FIG. 2 is a diagram showing a configuration example of voice recognition means.
FIG. 3 is a flowchart for explaining a processing operation of the educational device in FIG. 1;
4 is a flowchart for explaining a processing operation of the educational device in FIG. 1. FIG.
FIG. 5 is a diagram showing another configuration example of the educational device according to the present invention.
FIG. 6 is a diagram showing another configuration example of voice recognition means.
FIG. 7 is a diagram showing another configuration example of the educational device according to the present invention.
FIG. 8 is a diagram showing another configuration example of the educational device according to the present invention.
FIG. 9 is a diagram showing another configuration example of voice recognition means.
10 is a diagram showing a modification of the educational device in FIG.
FIG. 11 is a diagram showing another configuration example of the educational device according to the present invention.
12 is a diagram illustrating a configuration example of a control unit of the educational device in FIG. 11. FIG.
FIG. 13 is a diagram showing another configuration example of the educational device according to the present invention.
[Explanation of symbols]
1 Control unit
2 Voice input part
3 Voice record holding part
4 Audio playback part
5 indicator
6 Display section
7 Voice recording part
10, 10 ′, 10 ″, 10 ′ ″ speech recognition means
11 Feature extraction unit
12 Standard pattern registration section for specific speakers
13 Comparison part
14 Result output section
15 Standard pattern registration section for unspecified speakers
20,20 'comparison means
23 Audio / Image Record Holding Unit

Claims

Record holding means for recording the model voice and the presentation information related to the model voice;
  Presenting means for presenting information for presentation recorded in the record holding means;
  Audio reproduction means for reproducing the exemplary audio recorded in the record holding means;
  Voice input means for receiving the spoken voice;
  Voice recognition for comparing whether the voice input by the voice input unit is similar to the model voice by comparing the voice input by the voice input unit with the model voice recorded in the voice recording unit Means,
  When the voice recognition means recognizes that the voice input by the voice input means is similar to the model voice, the voice input by the voice input means or a feature pattern of the voice is used as the determination information as the determination information.
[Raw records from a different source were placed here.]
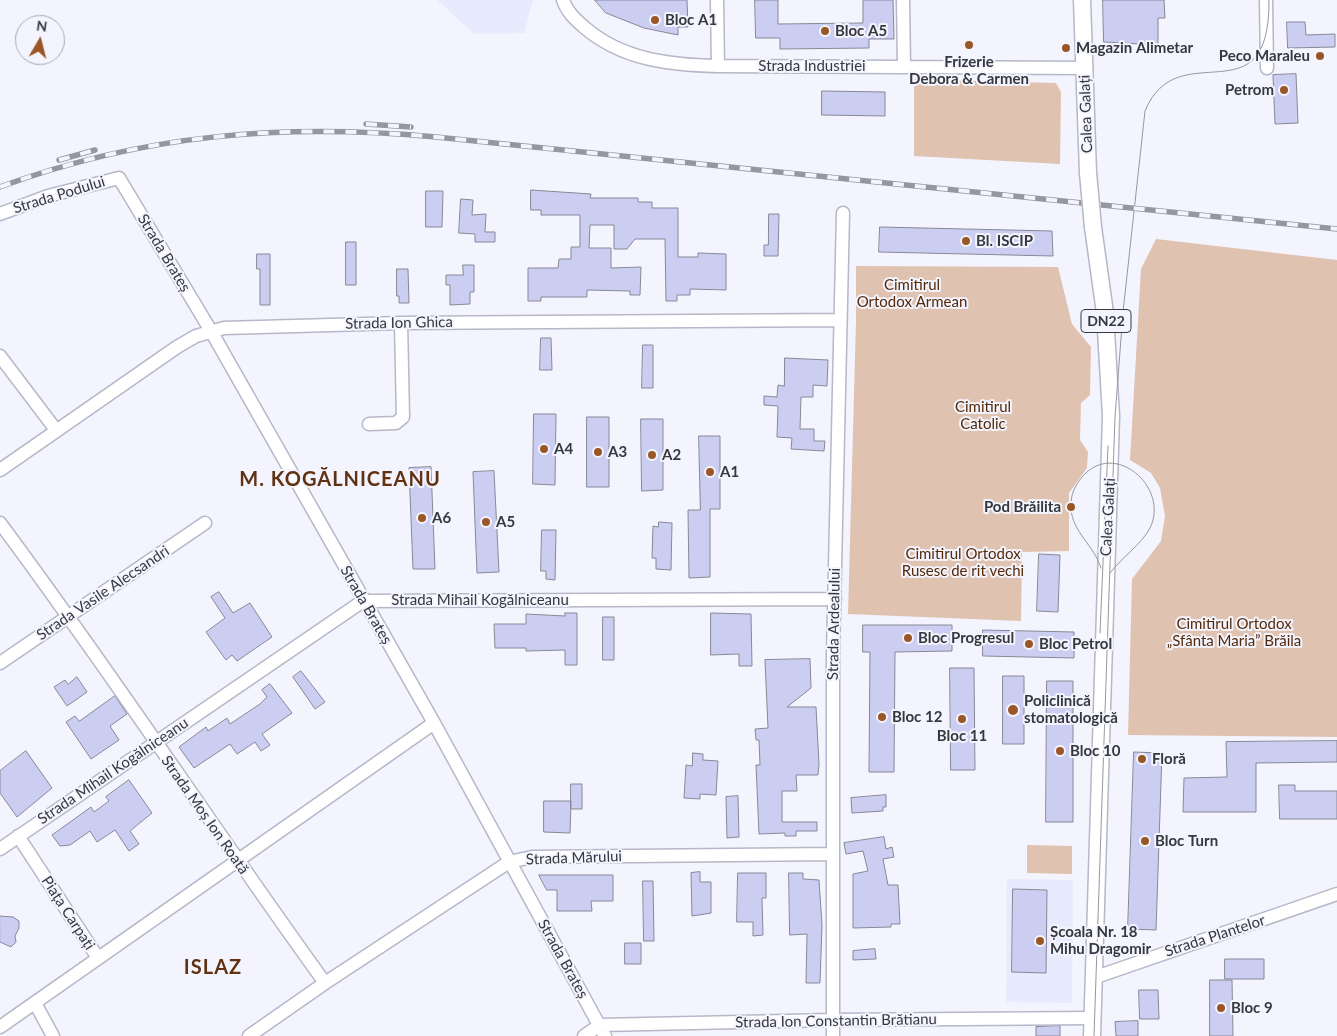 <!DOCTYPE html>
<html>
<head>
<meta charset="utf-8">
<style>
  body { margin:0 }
  #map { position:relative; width:1337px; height:1036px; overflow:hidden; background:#f3f4fe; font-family:Lato,sans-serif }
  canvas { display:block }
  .north { position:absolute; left:15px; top:15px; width:50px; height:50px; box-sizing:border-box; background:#f3f4fe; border:1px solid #a8a8b1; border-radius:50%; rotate:8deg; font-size:14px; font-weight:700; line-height:20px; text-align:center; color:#37373e }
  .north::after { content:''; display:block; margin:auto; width:18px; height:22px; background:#995626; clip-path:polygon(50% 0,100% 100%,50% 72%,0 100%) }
</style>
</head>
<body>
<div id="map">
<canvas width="1337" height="1036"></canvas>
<div class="north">N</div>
</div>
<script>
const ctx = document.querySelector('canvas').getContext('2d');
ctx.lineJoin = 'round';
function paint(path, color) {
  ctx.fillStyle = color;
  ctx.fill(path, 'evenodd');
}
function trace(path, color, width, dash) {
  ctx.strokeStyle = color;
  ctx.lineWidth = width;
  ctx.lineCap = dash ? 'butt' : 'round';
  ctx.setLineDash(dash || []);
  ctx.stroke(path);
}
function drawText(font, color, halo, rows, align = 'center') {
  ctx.font = font + ' Lato,sans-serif';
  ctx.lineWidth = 4;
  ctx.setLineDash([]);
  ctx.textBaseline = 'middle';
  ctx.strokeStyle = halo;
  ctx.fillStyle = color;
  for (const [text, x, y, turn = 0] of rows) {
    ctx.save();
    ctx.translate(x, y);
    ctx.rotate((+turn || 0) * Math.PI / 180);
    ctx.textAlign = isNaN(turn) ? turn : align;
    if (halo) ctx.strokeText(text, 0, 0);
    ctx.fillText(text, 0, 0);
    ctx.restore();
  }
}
paint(new Path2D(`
  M 437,0 L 533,0 L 524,33 L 474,34 Z
  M 1007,879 L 1073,880 L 1072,1003 L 1006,1002 Z`), '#e8eafd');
paint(new Path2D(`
  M 914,79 L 1056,83 L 1061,92 L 1060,164 L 914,156 Z
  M 1156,239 L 1337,260 L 1337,737 L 1128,735 L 1132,579 L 1161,541 L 1165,516 L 1160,488 L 1151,473 L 1130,460 L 1141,269 Z
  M 856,266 L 1058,267 L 1072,324 L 1091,347 L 1090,395 L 1081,403 L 1080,440 L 1088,452 L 1087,468 L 1069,493 L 1069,551 L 1022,552 L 1021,621 L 848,614 L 856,321 Z
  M 1027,845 L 1072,846 L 1072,874 L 1027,873 Z`), '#e0c2b0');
const building = new Path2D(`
  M 595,0 L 687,0 L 688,27 L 678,27 L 678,35 L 644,28 L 606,13 Z
  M 755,0 L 778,0 L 778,24 L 863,23 L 863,0 L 893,0 L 894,39 L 869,39 L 869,48 L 780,49 L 780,38 L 756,38 Z
  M 1103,0 L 1164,0 L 1165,18 L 1158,18 L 1158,45 L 1104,42 Z
  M 1287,22 L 1305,22 L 1306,35 L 1335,34 L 1335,47 L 1288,48 Z
  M 1296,74 L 1298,123 L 1275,124 L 1273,75 Z
  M 822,91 L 885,92 L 885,116 L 822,115 Z
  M 531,190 L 591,194 L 590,198 L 638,198 L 638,202 L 652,202 L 652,208 L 678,208 L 678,257 L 698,257 L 698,253 L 726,254 L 726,290 L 690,289 L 690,295 L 677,295 L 677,301 L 666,301 L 665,239 L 635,239 L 627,249 L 614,249 L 614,225 L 590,225 L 589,248 L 611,248 L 611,268 L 641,267 L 640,295 L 630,295 L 630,291 L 587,290 L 587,297 L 541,297 L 541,301 L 528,301 L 528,268 L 558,268 L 559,259 L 571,259 L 571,247 L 580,247 L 580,215 L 541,215 L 541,210 L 531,210 Z
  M 426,191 L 443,191 L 442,227 L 426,227 Z
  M 461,199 L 473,200 L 472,215 L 486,214 L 485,232 L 495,232 L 495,242 L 475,242 L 475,234 L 459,233 Z
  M 769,214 L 779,214 L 778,256 L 764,256 L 764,245 L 768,245 Z
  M 880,227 L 1052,231 L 1053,256 L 879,252 Z
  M 346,242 L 356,242 L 356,285 L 346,285 Z
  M 257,254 L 270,254 L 270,305 L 260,305 L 260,269 L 257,269 Z
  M 463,265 L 474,265 L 474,292 L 470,292 L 470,304 L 450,305 L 450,285 L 446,285 L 446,275 L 463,275 Z
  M 397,269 L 408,269 L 409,303 L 399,303 L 399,296 L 397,296 Z
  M 541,338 L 551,338 L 552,370 L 540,370 Z
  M 643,345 L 653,345 L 653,388 L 642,388 Z
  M 785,358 L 828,360 L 827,386 L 813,385 L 813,397 L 801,397 L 800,429 L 814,429 L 814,441 L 825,441 L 824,451 L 791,449 L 792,438 L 777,437 L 778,406 L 764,405 L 764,396 L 777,397 L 778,385 L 784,386 Z
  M 534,414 L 556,414 L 555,485 L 533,484 Z
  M 587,417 L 609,417 L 609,487 L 587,487 Z
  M 641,419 L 663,419 L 663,490 L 642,491 Z
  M 699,436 L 720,436 L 720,509 L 710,509 L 710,577 L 689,578 L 688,510 L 700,510 Z
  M 431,467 L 435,569 L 413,569 L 409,468 Z
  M 494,471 L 499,572 L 477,573 L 473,472 Z
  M 659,522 L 672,523 L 671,570 L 656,569 L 656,558 L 652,558 L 653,526 L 658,527 Z
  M 542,530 L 556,530 L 555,580 L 546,579 L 546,571 L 541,571 Z
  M 1039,554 L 1060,555 L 1058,612 L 1037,611 Z
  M 219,592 L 233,613 L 250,603 L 272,637 L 237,661 L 232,655 L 226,660 L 206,632 L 225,618 L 211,597 Z
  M 565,613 L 577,613 L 577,665 L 565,665 L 565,650 L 526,651 L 526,648 L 495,648 L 494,624 L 526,624 L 526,614 L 565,616 Z
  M 711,613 L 751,614 L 752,666 L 739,666 L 739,654 L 711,655 Z
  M 603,617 L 614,617 L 614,660 L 603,660 Z
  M 863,625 L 952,625 L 952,651 L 895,652 L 894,772 L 869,772 L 870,652 L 863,652 Z
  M 983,630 L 1074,632 L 1074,658 L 983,656 Z
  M 810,659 L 811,688 L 787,707 L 816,707 L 819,764 L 818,775 L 796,775 L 797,791 L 782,791 L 782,822 L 817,822 L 817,831 L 796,831 L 796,836 L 785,836 L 785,833 L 759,834 L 756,765 L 760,765 L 759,740 L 756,740 L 755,729 L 768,728 L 765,660 Z
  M 950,668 L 974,668 L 975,770 L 951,770 Z
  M 301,671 L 325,702 L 315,709 L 293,677 Z
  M 1003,676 L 1024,676 L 1024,744 L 1003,744 Z
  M 77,677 L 87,692 L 67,706 L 54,687 L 65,680 L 68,684 Z
  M 1047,681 L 1073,681 L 1073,822 L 1046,822 Z
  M 270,684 L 292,713 L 262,734 L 270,745 L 261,751 L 255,742 L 237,754 L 230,744 L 194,768 L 179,747 L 206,727 L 208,731 L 227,718 L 230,724 L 260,704 L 267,697 L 262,690 Z
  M 115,696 L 127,714 L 110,726 L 119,740 L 91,759 L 66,722 L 75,716 L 79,721 Z
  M 1337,741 L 1337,762 L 1256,763 L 1256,812 L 1183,812 L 1184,778 L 1227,777 L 1226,742 Z
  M 26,751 L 52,788 L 17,817 L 0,793 L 0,771 Z
  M 1134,752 L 1162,753 L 1156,930 L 1128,929 Z
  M 693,753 L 703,754 L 703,760 L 718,761 L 716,795 L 700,794 L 700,799 L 684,798 L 686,765 L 692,766 Z
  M 129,780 L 152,813 L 130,831 L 139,844 L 129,851 L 115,830 L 97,842 L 90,831 L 70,845 L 60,846 L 52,835 L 91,807 L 94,812 L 109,801 L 106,797 Z
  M 571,784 L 582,784 L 582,809 L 571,809 Z
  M 1279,785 L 1295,785 L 1295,791 L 1337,791 L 1337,819 L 1280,819 Z
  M 886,795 L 886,807 L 883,807 L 883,811 L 852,813 L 851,798 Z
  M 738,796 L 739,837 L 727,838 L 726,797 Z
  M 544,801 L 571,801 L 570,833 L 544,832 Z
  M 884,837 L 886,849 L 892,847 L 894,857 L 883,859 L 888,885 L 898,885 L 900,924 L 891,924 L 891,927 L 853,928 L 853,874 L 868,871 L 863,851 L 846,854 L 844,843 Z
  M 700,872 L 700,882 L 711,882 L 711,913 L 692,916 L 691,873 Z
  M 738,873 L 766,873 L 766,898 L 762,898 L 763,935 L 753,936 L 753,922 L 737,922 Z
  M 789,873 L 803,873 L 803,879 L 819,880 L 822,925 L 820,983 L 806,983 L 807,934 L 790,935 Z
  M 539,875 L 613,875 L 613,901 L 591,901 L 592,911 L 557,911 L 557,890 L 547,890 Z
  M 643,881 L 653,881 L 654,941 L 644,941 Z
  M 1013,889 L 1047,890 L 1046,973 L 1012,972 Z
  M 0,916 L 13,917 L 19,921 L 19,928 L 15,936 L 16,942 L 11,947 L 0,942 Z
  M 625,943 L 641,943 L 641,964 L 625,964 Z
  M 875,949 L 876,959 L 853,960 L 853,951 Z
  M 1225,959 L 1264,959 L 1264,979 L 1225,979 Z
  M 1210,980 L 1232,980 L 1233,1036 L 1210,1036 Z
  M 1139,990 L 1158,990 L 1159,1019 L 1140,1019 Z
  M 1138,1021 L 1138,1036 L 1116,1036 L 1115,1022 Z
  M 1060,1026 L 1060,1036 L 1036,1036 L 1036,1027 Z`);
paint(building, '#cccef1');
trace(building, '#868897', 1);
const minor = new Path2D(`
  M 563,0 C 567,12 575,19 584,27 C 622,60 670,65 718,66 L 1084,68
  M 717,0 L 718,66
  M 903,0 L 904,66
  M 1266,0 L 1267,68
  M 0,214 L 48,196 L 119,178 L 211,331 L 434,723 L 605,1036
  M 0,356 L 56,430
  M 369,424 L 396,423 L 403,417 L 401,323
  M 0,470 L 177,347 L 196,336 L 224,328 L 401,323 L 840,320
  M 0,523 C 112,673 215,831 325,983
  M 0,663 L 205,523
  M 18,836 L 98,958
  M 0,849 L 363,601 L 835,599
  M 1093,978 L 1337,894
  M 35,1003 L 53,1036
  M 0,1027 L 434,723
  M 249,1036 L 325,983 L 509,862 L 532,857 L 832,854
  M 584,1036 L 600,1025 L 833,1020 L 1092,1018
  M 833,1036 L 833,655 L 843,213`);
const major = new Path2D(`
  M 1082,0 L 1088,173
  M 1092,1036 L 1111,416 L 1105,313 L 1093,227`);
trace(minor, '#b6b7c8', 15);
trace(major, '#b6b7c8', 19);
trace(minor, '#fff', 12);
trace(major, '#fff', 16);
trace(new Path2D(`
  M 1101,568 C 1094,545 1072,532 1071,508 C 1070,495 1075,486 1082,477 C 1114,439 1170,487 1150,528 C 1141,545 1122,557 1110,573
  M 1100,633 L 1108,446
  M 1094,1036 L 1115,417 L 1123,312 L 1145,111 C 1178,31 1270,123 1269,0`), '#96969f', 1);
const rail = new Path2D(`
  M 366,124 L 411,127
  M 59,160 L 95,150
  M 0,187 C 144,134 284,123 436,137 L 1337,229`);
trace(rail, '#96969f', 5.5);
trace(rail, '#f3f4fe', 4, [11]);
const majorBridge = new Path2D(`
  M 1088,173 L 1093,227`);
trace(majorBridge, '#b6b7c8', 19, []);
trace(majorBridge, '#fff', 16);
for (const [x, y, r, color] of [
  [655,20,5,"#995626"],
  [825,31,5,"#995626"],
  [969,45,5,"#995626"],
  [1066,48,5,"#995626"],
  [1320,56,5,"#995626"],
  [1284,90,5,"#995626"],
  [966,241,5,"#995626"],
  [544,449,5,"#995626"],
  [598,452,5,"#995626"],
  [652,455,5,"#995626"],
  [710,472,5,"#995626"],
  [1071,507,5,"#995626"],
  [422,518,5,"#995626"],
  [486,522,5,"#995626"],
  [908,638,5,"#995626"],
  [1029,644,5,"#995626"],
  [1013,710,6,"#995626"],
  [882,717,5,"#995626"],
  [962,719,5,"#995626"],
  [1060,751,5,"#995626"],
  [1142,759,5,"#995626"],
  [1145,841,5,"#995626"],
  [1040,941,5,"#995626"],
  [1221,1008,5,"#995626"]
]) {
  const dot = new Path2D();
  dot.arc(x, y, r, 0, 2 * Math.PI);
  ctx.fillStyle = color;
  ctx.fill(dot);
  trace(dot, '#f3f4fe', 2);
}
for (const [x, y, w] of [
  [1106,321,50]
]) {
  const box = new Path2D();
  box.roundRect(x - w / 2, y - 11.5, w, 23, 4);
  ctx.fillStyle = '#f3f4fe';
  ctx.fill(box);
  trace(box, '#37373e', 1);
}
drawText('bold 14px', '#37373e', null, [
  ["DN22",1106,321]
]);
drawText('bold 15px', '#37373e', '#f3f4fe', [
  ["Bloc A1",665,20],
  ["Bloc A5",835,31],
  ["Magazin Alimetar",1076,48],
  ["Peco Maraleu",1310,56,"right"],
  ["Frizerie",969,62,"center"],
  ["Debora & Carmen",969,79,"center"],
  ["Petrom",1274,90,"right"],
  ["Bl. ISCIP",976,241],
  ["A4",554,449],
  ["A3",608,452],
  ["A2",662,455],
  ["A1",720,472],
  ["Pod Brăilita",1061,507,"right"],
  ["A6",432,518],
  ["A5",496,522],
  ["Bloc Progresul",918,638],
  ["Bloc Petrol",1039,644],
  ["Policlinică",1024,701],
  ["stomatologică",1024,718],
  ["Bloc 12",892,717],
  ["Bloc 11",962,736,"center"],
  ["Bloc 10",1070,751],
  ["Floră",1152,759],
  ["Bloc Turn",1155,841],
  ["Școala Nr. 18",1050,932],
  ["Mihu Dragomir",1050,949],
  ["Bloc 9",1231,1008]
], 'left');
drawText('15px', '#37373e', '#f3f4fe', [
  ["Strada Industriei",812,66],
  ["Calea Galați",1086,114,-92],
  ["Strada Podului",59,195,-17],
  ["Strada Brateș",164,253,59],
  ["Strada Ion Ghica",399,323,-1],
  ["Calea Galați",1108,517,-87],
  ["Strada Vasile Alecsandri",103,593,-34],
  ["Strada Mihail Kogălniceanu",480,600],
  ["Strada Brateș",366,605,60],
  ["Strada Ardealului",834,624,-89],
  ["Strada Mihail Kogălniceanu",113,771,-34],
  ["Strada Moș Ion Roată",205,815,55],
  ["Strada Mărului",574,858,-2],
  ["Piața Carpați",68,913,57],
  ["Strada Plantelor",1215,936,-18],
  ["Strada Brateș",563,959,61],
  ["Strada Ion Constantin Brătianu",836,1021,-1]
]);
drawText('15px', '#552907', '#f3f4fe', [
  ["Cimitirul",912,285],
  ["Ortodox Armean",912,302],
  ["Cimitirul",983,407],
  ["Catolic",983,424],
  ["Cimitirul Ortodox",963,554],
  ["Rusesc de rit vechi",963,571],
  ["Cimitirul Ortodox",1234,624],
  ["„Sfânta Maria” Brăila",1234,641]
]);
ctx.letterSpacing = '1px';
drawText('bold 20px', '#603211', '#f3f4fe', [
  ["M. KOGĂLNICEANU",340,480],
  ["ISLAZ",213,968]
]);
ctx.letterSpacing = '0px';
</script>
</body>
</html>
Registration means for recording in the record holding means in association with the voice,
  The voice input means further accepts a voice uttered based on the presentation information presented by the presentation means,
  The speech recognition means further determines whether the uttered speech or the feature pattern of the speech is similar to the determination information stored in advance and determines whether the uttered speech is correct or incorrect.
  Educational equipment characterized by that.

2. The educational device according to claim 1, wherein when the voice recognition unit recognizes that the voice input by the voice input unit is not similar to the model voice, the voice playback unit reproduces the model voice again. Educational equipment characterized by that.

In the educational device according to claim 1 or 2, when the voice recognition means for judging correctness of the uttered voice is judged to be an error, the voice corresponding to the presentation information is read from the record holding means, Educational equipment, which is played back by the voice playback means.